#### [EXERCISE REQUIREMENTS]
Retype the data below verbatim; pictures do not belong in the copy.

Records from a data source:
+ + + + + + +
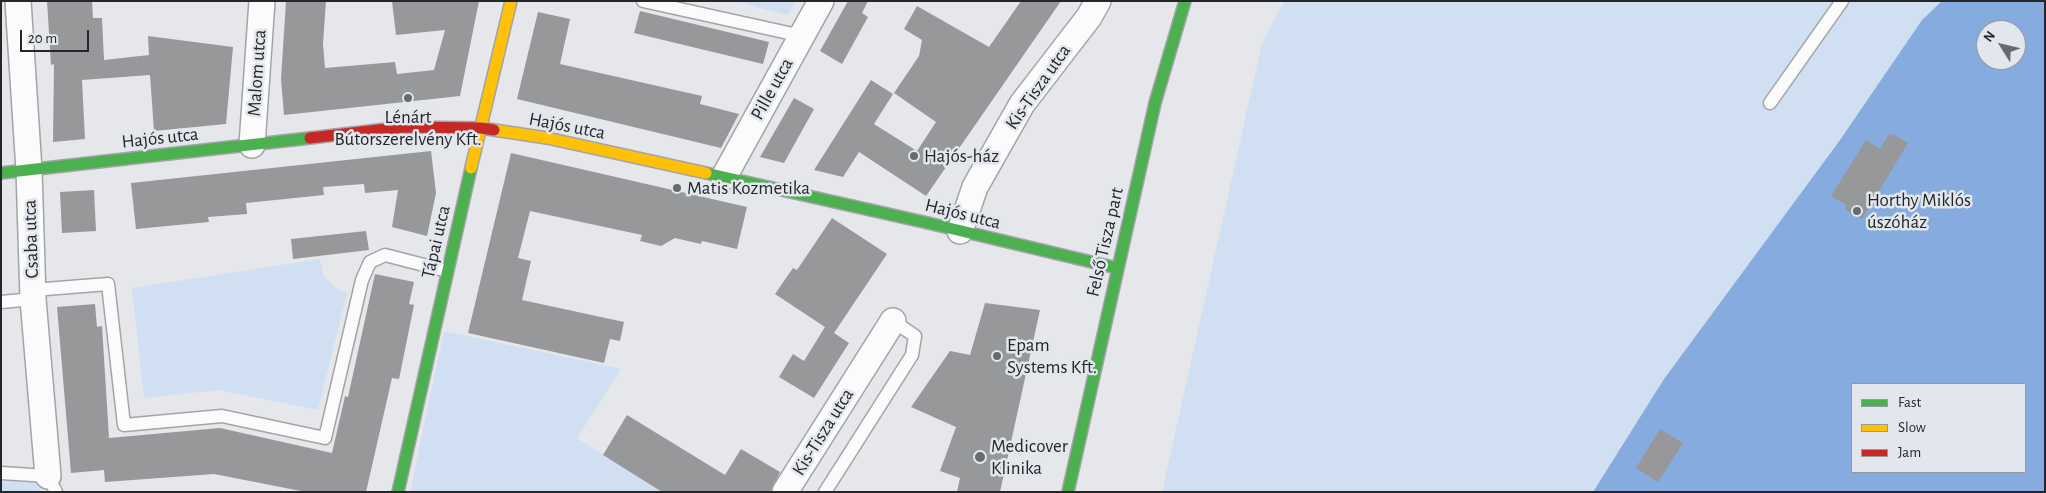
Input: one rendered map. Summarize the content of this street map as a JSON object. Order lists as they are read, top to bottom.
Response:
{
  "streets": {
    "main road": ["Hajós utca", "Tápai utca", "Felső Tisza part"],
    "street": [
      "Malom utca",
      "Kis-Tisza utca",
      "Pille utca",
      "Csaba utca"
    ]
  },
  "crossings": [
    ["Malom utca", "Hajós utca"],
    ["Kis-Tisza utca", "Hajós utca"],
    ["Pille utca", "Hajós utca"],
    ["Hajós utca", "Csaba utca"],
    ["Hajós utca", "Tápai utca"],
    ["Hajós utca", "Felső Tisza part"]
  ],
  "places": [
    "Lénárt Bútorszerelvény Kft.",
    "Hajós-ház",
    "Matis Kozmetika",
    "Horthy Miklós úszóház",
    "Epam Systems Kft.",
    "Medicover Klinika"
  ],
  "legend": ["Fast", "Slow", "Jam"],
  "scale_bar": "20 m",
  "north": "top left"
}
+ + + + + + +
#### [TASK ANSWER]
Input: one rendered map. Summarize the content of this street map as a JSON object. Order lists as they are read, top to bottom.
Response:
{
  "streets": {
    "main road": ["Hajós utca", "Tápai utca", "Felső Tisza part"],
    "street": [
      "Malom utca",
      "Kis-Tisza utca",
      "Pille utca",
      "Csaba utca"
    ]
  },
  "crossings": [
    ["Malom utca", "Hajós utca"],
    ["Kis-Tisza utca", "Hajós utca"],
    ["Pille utca", "Hajós utca"],
    ["Hajós utca", "Csaba utca"],
    ["Hajós utca", "Tápai utca"],
    ["Hajós utca", "Felső Tisza part"]
  ],
  "places": [
    "Lénárt Bútorszerelvény Kft.",
    "Hajós-ház",
    "Matis Kozmetika",
    "Horthy Miklós úszóház",
    "Epam Systems Kft.",
    "Medicover Klinika"
  ],
  "legend": ["Fast", "Slow", "Jam"],
  "scale_bar": "20 m",
  "north": "top left"
}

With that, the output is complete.